▽

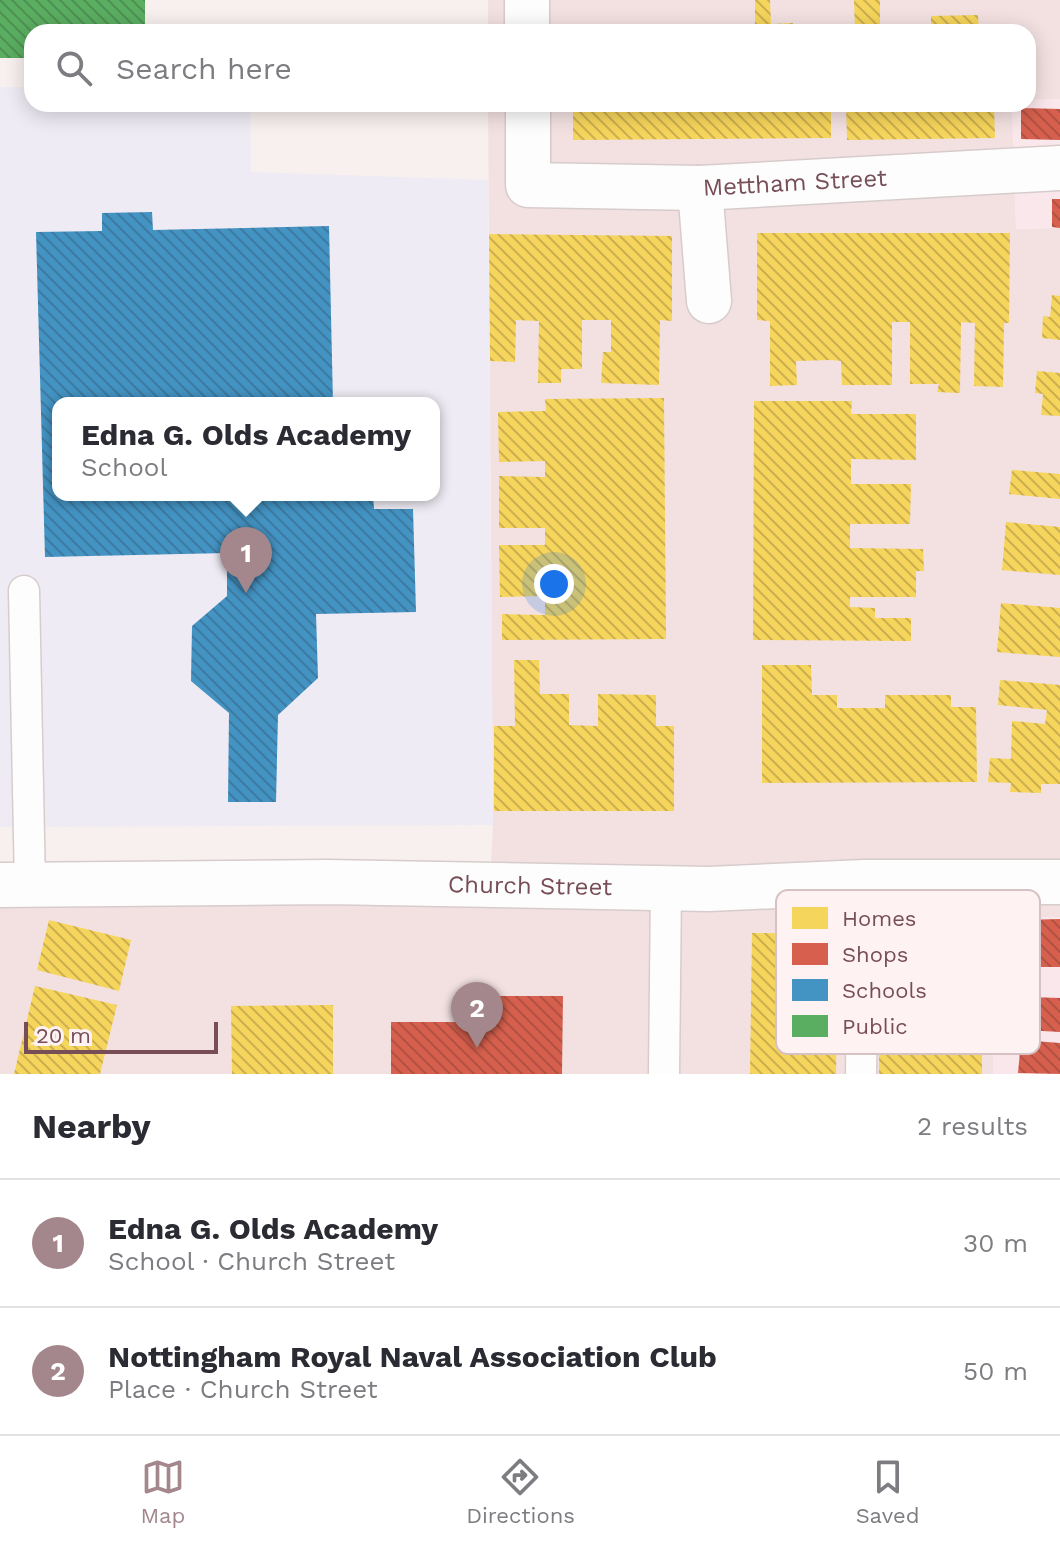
<!DOCTYPE html>
<html lang="en">
<head>
<meta charset="utf-8">
<style>
	:root { --surface:#fff; --page:#f7f7f7; --text:#2b2b33; --muted:#7c7c81; --line:#e1e1e2; --accent:#a4878c }
	body { margin:0; font-family:"Work Sans",sans-serif; background:var(--page); color:var(--text) }
	.scale { position:absolute; left:24px; bottom:20px; width:194px; box-sizing:border-box; padding-left:8px; border:4px solid #774e57; border-top:0; font-size:22px; line-height:28px; white-space:nowrap; color:#774e57; -webkit-text-stroke:6px #fef2f2; paint-order:stroke }
	.you { position:absolute; left:554px; top:584px; width:28px; height:28px; margin:-20px; border:6px solid #fff; border-radius:50%; background:#1a73e8; box-shadow:0 0 0 12px #1a73e833 }
	.badge { display:grid; place-items:center; width:52px; height:52px; border-radius:50%; background:var(--accent); color:#fff; font-size:26px; font-weight:700 }
	.pin { position:absolute; translate:-50% -66px; filter:drop-shadow(0 2px 4px #0008) }
	.pin::after { content:''; position:absolute; top:42px; width:28px; height:24px; background:inherit; clip-path:polygon(0 0,100% 0,50% 100%) }
	.popup { position:absolute; left:52px; top:397px; width:388px; height:104px; box-sizing:border-box; display:grid; place-content:center; border-radius:16px; background:var(--surface); filter:drop-shadow(0 2px 6px #0005); font-size:26px; white-space:nowrap; color:var(--muted) }
	.popup b { font-size:30px; color:var(--text) }
	.popup::after { content:''; position:absolute; left:50%; top:100%; margin-left:-16px; border:16px solid transparent; border-top-color:var(--surface) }
	.list { margin:0; padding:0; list-style:none }
	h2 { display:flex; justify-content:space-between; align-items:center; height:104px; margin:0; padding:0 32px; font-size:34px }
	h2 small { font-size:26px; font-weight:400; color:var(--muted) }
	.list li { display:grid; grid-template-columns:52px 1fr auto; gap:24px; align-items:center; box-sizing:border-box; height:128px; padding:0 32px; border-top:2px solid var(--line) }
	.list b { display:block; font-size:30px; white-space:nowrap }
	.list p { margin:0; font-size:26px; white-space:nowrap; color:var(--muted) }
	.list em { font-size:26px; font-style:normal; color:var(--muted) }
	.icon { flex:none; width:44px; height:44px; fill:none; stroke:currentColor; stroke-width:2; stroke-linecap:round; stroke-linejoin:round }
	.map { position:relative; flex:none; width:1060px; height:1074px; overflow:hidden }
	.search { position:absolute; background:var(--surface); box-shadow:0 4px 20px #0003; left:24px; right:24px; top:24px; height:88px; display:flex; align-items:center; gap:20px; box-sizing:border-box; padding:0 28px; border-radius:24px; color:var(--muted); font-size:30px }
	.sheet { height:360px; background:var(--surface) }
	nav { display:flex; justify-content:space-around; align-items:center; box-sizing:border-box; height:112px; border-top:2px solid var(--line); background:var(--surface); font-size:22px; color:var(--muted) }
	nav a { display:grid; justify-items:center; gap:4px }
	nav .on { color:var(--accent) }
	.map>svg:first-child { display:block }
	.residential { fill:#f3e1e1 }
	.commercial { fill:#fae7eb }
	.education { fill:#efebf4; fill-rule:evenodd }
	.homes { fill:url(#homes-back-hatch) }
	.shops { fill:url(#shops-back-hatch) }
	.schools { fill:url(#schools-back-hatch) }
	.public { fill:url(#public-back-hatch) }
	.lines { fill:none; stroke-linecap:round; stroke-linejoin:round }
	.service-casing { stroke:#d7cccc; stroke-width:33 }
	.minor-casing { stroke:#d7cccc; stroke-width:47 }
	.service { stroke:#fefdfd; stroke-width:30 }
	.minor { stroke:#fefdfd; stroke-width:44 }
	.labels { text-anchor:middle; dominant-baseline:central; stroke-width:8; stroke-linejoin:round; paint-order:stroke }
	.street-label { font-size:24px; fill:#774e57; stroke:#fef2f2 }
	.key { fill:#fef2f2; stroke:#d6c1c4; stroke-width:2 }
	.key-label { font-size:22px; fill:#774e57 }
</style>
</head>
<body>
<div class="map">
<svg width="1060" height="1074" viewBox="0 0 1060 1074">
	<defs>
		<pattern id="homes-back-hatch" width="6" height="6" patternUnits="userSpaceOnUse" patternTransform="scale(2)"><rect width="6" height="6" fill="#f6d55c"/><path d="M-1 5l2 2M0 0l6 6M5-1l2 2" fill="none" stroke="#ccaf4f"/></pattern>
		<pattern id="shops-back-hatch" width="6" height="6" patternUnits="userSpaceOnUse" patternTransform="scale(2)"><rect width="6" height="6" fill="#d6604d"/><path d="M-1 5l2 2M0 0l6 6M5-1l2 2" fill="none" stroke="#b25143"/></pattern>
		<pattern id="schools-back-hatch" width="6" height="6" patternUnits="userSpaceOnUse" patternTransform="scale(2)"><rect width="6" height="6" fill="#4393c3"/><path d="M-1 5l2 2M0 0l6 6M5-1l2 2" fill="none" stroke="#3d7aa1"/></pattern>
		<pattern id="public-back-hatch" width="6" height="6" patternUnits="userSpaceOnUse" patternTransform="scale(2)"><rect width="6" height="6" fill="#5aae61"/><path d="M-1 5l2 2M0 0l6 6M5-1l2 2" fill="none" stroke="#4f9053"/></pattern>
	</defs>
	<rect width="100%" height="100%" fill="#f8f0ef"/>
	<path class="residential" d="M488,0H1060V99L1028,100V32H488Z
		M488,104H1012L1016,229L1060,228V1074H0V889L490,881L493,825Z"/>
	<path class="commercial" d="M1060,99V228L1016,229L1012,104H1028V100Z
		M1060,917V1074H993L995,918Z"/>
	<path class="education" d="M0,87H32V104H250L251,172L488,180L493,825L0,827ZM58,403H434V495H58Z"/>
	<path class="homes" d="M755,0H770L771,24L793,23V32H755Z
		M854,0H880V32H855Z
		M978,15L979,32H931V16Z
		M573,104H831V138L573,140Z
		M846,104H994L995,138L847,140Z
		M757,233H1010L1009,323H1004L1003,387L974,386L975,323L961,322L960,393L937,392L939,384H910V322H892V385H842L841,361L831,360L796,361L797,385L770,386V321L757,320Z
		M489,234L672,236V321L660,320L659,385L601,383L603,352H611V320H582V369H561V383H538L539,321L516,320L515,362L490,361Z
		M1052,295L1060,296V340L1042,338L1043,316L1050,317Z
		M1037,371L1060,373V416L1041,415L1043,394L1035,393Z
		M664,398L666,639L502,640V614L545,615V596L500,597L499,545H545V528H499V476L545,477V461L499,462L498,412L546,411L545,399Z
		M754,401H852L851,414H916V460L851,459V484H911L910,524H850V548L923,549L924,571H916V597H850V607L875,608V618H911V641L753,640Z
		M1012,470L1060,474V499L1009,494Z
		M1006,522L1060,527V575L1002,570Z
		M1001,603L1060,608V657L997,652Z
		M514,660H539L540,694H569V725L598,726V694L656,695V726H674V811H494V726H515Z
		M762,665H811L812,695H837V708H885V695H951V707H976L977,782L762,783Z
		M1000,680L1060,685V784H1041V793L1010,792L1011,783L988,782L990,758L1011,759L1012,721L1045,724L1047,710L998,705Z
		M49,920L131,940L119,991L37,970Z
		M752,933L838,934L836,1074H750Z
		M879,965L982,966V1074H879Z
		M35,986L117,1005L100,1074H14Z
		M333,1005V1074H232L231,1006Z"/>
	<path class="shops" d="M1021,108L1060,109V140L1021,139Z
		M1052,199H1060V228L1052,227Z
		M1060,919V967H1020V920Z
		M485,996H563L562,1074H391V1022H485Z
		M1030,997L1060,998V1032L1025,1030Z
		M1021,1040L1060,1043V1074L1018,1073Z"/>
	<path class="schools" d="M152,212L153,230L329,226L333,403H58V495H373L374,509H413L416,612L316,614L318,678L278,715L276,802H228L229,713L191,681L192,626L227,596V553L45,557L36,232L102,231V213Z"/>
	<path class="public" d="M0,0H145V32H32V58H0Z"/>
	<g class="lines">
		<defs>
			<path id="service" d="M24,591L30,886
				M664,1074L666,888
				M861,1074L864,882"/>
			<g id="minor">
				<path d="M527,0V32"/>
				<path id="s1" d="M528,104V185L700,188L1060,168"/>
				<path d="M700,188L709,301"/>
				<path id="s2" d="M0,885L327,882L709,889L864,882H1060"/>
			</g>
		</defs>
		<use href="#service" class="service-casing"/>
		<use href="#minor" class="minor-casing"/>
		<use href="#service" class="service"/>
		<use href="#minor" class="minor"/>
	</g>
	<g class="labels">
		<g class="street-label">
			<text stroke="none"><textPath href="#s1" startOffset="348">Mettham Street</textPath></text>
			<text stroke="none"><textPath href="#s2" startOffset="530">Church Street</textPath></text>
		</g>
	</g>
	<rect x="776" y="890" width="264" height="164" rx="12" class="key"/>
	<rect x="792" y="907" width="36" height="22" fill="#f6d55c"/>
	<rect x="792" y="943" width="36" height="22" fill="#d6604d"/>
	<rect x="792" y="979" width="36" height="22" fill="#4393c3"/>
	<rect x="792" y="1015" width="36" height="22" fill="#5aae61"/>
	<g class="key-label">
		<text x="842" y="926">Homes</text>
		<text x="842" y="962">Shops</text>
		<text x="842" y="998">Schools</text>
		<text x="842" y="1034">Public</text>
	</g>
</svg>
<div class="scale">20 m</div>
<div class="you"></div>
<div class="pin badge" style="left:246px;top:593px">1</div>
<div class="popup"><b>Edna G. Olds Academy</b>School</div>
<div class="pin badge" style="left:477px;top:1048px">2</div>
<div class="search"><svg class="icon" aria-label="search" viewBox="0 0 24 24"><circle cx="10" cy="10" r="6"/><path d="M15 15l6 6"/></svg>Search here</div>
</div>
<section class="sheet">
<h2>Nearby<small>2 results</small></h2>
<ul class="list">
<li><span class="badge">1</span><div><b>Edna G. Olds Academy</b><p>School · Church Street</p></div><em>30 m</em></li>
<li><span class="badge">2</span><div><b>Nottingham Royal Naval Association Club</b><p>Place · Church Street</p></div><em>50 m</em></li>
</ul>
</section>
<nav>
<a class="on"><svg class="icon" aria-label="map" viewBox="0 0 24 24"><path d="M3 6l6-2 6 2 6-2v14l-6 2-6-2-6 2zM9 4v14M15 6v14"/></svg>Map</a>
<a><svg class="icon" aria-label="directions" viewBox="0 0 24 24"><path d="M12 3l9 9-9 9-9-9zM9 14v-3h6M13 9l2 2-2 2"/></svg>Directions</a>
<a><svg class="icon" aria-label="saved" viewBox="0 0 24 24"><path d="M7 4h10v16l-5-4-5 4z"/></svg>Saved</a>
</nav>
</body>
</html>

△

ABOUT THIS TASK:
Which lines of the listing contain the string "fefdfd"? Copy every one of them.

SOLUTION BELOW:
	.service { stroke:#fefdfd; stroke-width:30 }
	.minor { stroke:#fefdfd; stroke-width:44 }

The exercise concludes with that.